This past week I've had a lot of fun with Slamhound, my most recent project. Often times when writing Clojure, your namespace declarations are a pain to keep in order—you've got to specify all the namespaces you depend upon, and once you've got a lot of them in there, it's hard to keep them straight; often duplicates sneak in and things just get really messy. So Slamhound takes a source file, discards the namespace declaration, and tries to determine how to reconstruct it from the code alone. I had a lot of fun putting it together, so here's a little walk-through of how it works.
A big part of why it was so much fun is that the code is very
functional. It takes a file as input, throws it into a pipeline,
and spits out an answer. The only impure part is the reading of
the file.[1] The pipeline is built in
the slam.hound/reconstruct
function:
(defn reconstruct [filename] (-> (io/reader filename) asplode regrow stitch-up))
But first a little back-story: Slamhound is named after the explosive device from William Gibson's novel Count Zero. At the start of the story, the main character Turner has an encounter with one, after which he spends three months in surgery while his skin and organs are regrown before he's stitched back together. Files in Slamhound go through the same process: asplode, re-grow, stitch-up. (I've quoted code selections inline, but for the complete listing a link is given for each phase.)
(defn asplode [rdr] (let [rdr (PushbackReader. rdr) ns-map (ns-to-map (read rdr)) stripped-ns (apply dissoc ns-map [:use :require :import]) body (take-while #(not= ::done %) (repeatedly #(read rdr false ::done)))] [stripped-ns body]))
Like its counterpart in the book,
the first
phase is quick, simple, and messy. First we need to construct
a PushbackReader in order for clojure.core/read
to
operate. This gives us the ns
form as a list. Then in
ns-to-map
(not shown) we perform the translation into
a map by splitting each clause
(:use
, :require
,
and :import
) out, since the map form is a lot easier
to operate on in during the regrow stage. But often times you have
left-over clauses from earlier revisions, so
we dissoc
them out in order to start from
scratch. Then we repeatedly
read
until
EOF to get the body. The stripped ns and body are passed to the
next phase.
(defn regrow ([[ns-map body]] (force pre-load) (regrow [ns-map body] nil)) ([[ns-map body] last-missing] (if-let [{:keys [missing type]} (check-for-failure ns-map body)] (if (= last-missing missing) (throw (Exception. (str "Couldn't resolve " missing))) (recur [(grow-step missing type ns-map) body] missing)) ns-map)))
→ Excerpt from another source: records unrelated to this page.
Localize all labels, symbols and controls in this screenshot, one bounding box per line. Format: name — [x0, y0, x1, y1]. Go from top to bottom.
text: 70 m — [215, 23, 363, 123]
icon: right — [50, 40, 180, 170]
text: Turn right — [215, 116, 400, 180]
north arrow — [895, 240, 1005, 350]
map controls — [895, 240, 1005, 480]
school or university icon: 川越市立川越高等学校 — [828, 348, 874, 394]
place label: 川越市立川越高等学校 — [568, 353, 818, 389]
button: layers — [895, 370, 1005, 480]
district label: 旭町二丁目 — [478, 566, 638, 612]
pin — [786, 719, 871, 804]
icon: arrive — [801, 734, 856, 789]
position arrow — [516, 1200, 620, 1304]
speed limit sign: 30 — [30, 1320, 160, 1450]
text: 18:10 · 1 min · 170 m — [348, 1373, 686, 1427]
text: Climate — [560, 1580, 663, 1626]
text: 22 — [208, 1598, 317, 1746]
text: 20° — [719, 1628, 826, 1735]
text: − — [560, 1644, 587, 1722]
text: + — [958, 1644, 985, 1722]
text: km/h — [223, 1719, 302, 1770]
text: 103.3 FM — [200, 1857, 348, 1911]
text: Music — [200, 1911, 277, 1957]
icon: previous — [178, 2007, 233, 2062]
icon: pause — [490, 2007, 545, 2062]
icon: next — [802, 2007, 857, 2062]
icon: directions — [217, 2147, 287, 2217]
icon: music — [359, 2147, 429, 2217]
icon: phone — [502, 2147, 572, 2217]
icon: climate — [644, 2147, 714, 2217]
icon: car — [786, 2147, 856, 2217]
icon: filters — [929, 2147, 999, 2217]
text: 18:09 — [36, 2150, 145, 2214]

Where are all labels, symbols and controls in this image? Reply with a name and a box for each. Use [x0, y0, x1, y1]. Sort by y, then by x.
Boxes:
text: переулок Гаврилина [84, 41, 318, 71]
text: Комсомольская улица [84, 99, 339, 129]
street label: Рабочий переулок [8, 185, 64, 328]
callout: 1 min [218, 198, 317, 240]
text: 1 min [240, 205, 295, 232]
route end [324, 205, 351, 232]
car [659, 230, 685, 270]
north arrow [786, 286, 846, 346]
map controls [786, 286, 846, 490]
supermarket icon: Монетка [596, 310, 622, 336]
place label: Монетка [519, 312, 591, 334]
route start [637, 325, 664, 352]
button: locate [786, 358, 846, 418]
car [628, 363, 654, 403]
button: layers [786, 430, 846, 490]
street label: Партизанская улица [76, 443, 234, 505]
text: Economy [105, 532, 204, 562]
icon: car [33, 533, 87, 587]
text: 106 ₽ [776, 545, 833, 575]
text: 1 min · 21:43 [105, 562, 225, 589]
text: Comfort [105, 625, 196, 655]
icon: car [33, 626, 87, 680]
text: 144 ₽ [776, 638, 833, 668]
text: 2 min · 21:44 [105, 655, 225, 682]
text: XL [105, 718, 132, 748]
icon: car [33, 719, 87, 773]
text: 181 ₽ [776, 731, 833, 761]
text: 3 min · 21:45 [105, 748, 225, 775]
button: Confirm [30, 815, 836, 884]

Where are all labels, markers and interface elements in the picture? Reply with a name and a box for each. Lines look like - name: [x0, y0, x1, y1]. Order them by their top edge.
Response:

The re-grow phase is where the pain-staking progress is made. The
first arity forces the pre-load
delay which ensures
all the source is loaded for compilation purposes, then hands off
to the second arity. There's a recursive loop here: we attempt to
compile the body with the current ns-map
in check-for-failure
(see below.) If it fails, we analyze the
problematic missing
piece in grow-step
,
which searches for all possible candidates
, sorts
in disambiguate
, and picks one. Then the compilation
is retried by recur
ring.
Right now if the retry results in the same failure, it gives up,
though there's no reason in the future it couldn't continue down
the list of candidates. Of course, if compilation succeeds, the
re-grow process is finished, and it returns
the ns-map
with the new clauses for the next
phase, stitch-up
.
But check-for-failure
deserves special attention as
it's where the meat of the process happens:
(defn check-for-failure [ns-map body] (let [sandbox-ns slamhound.sandbox# ns-form (stitch/ns-from-map (assoc ns-map :name sandbox-ns))] (binding [*ns* (create-ns sandbox-ns)] (try (eval `(do ~ns-form ~@body nil)) (catch Exception e (or (failure-details (.getMessage e)) (throw e))) (finally (remove-ns (.name *ns*)))))))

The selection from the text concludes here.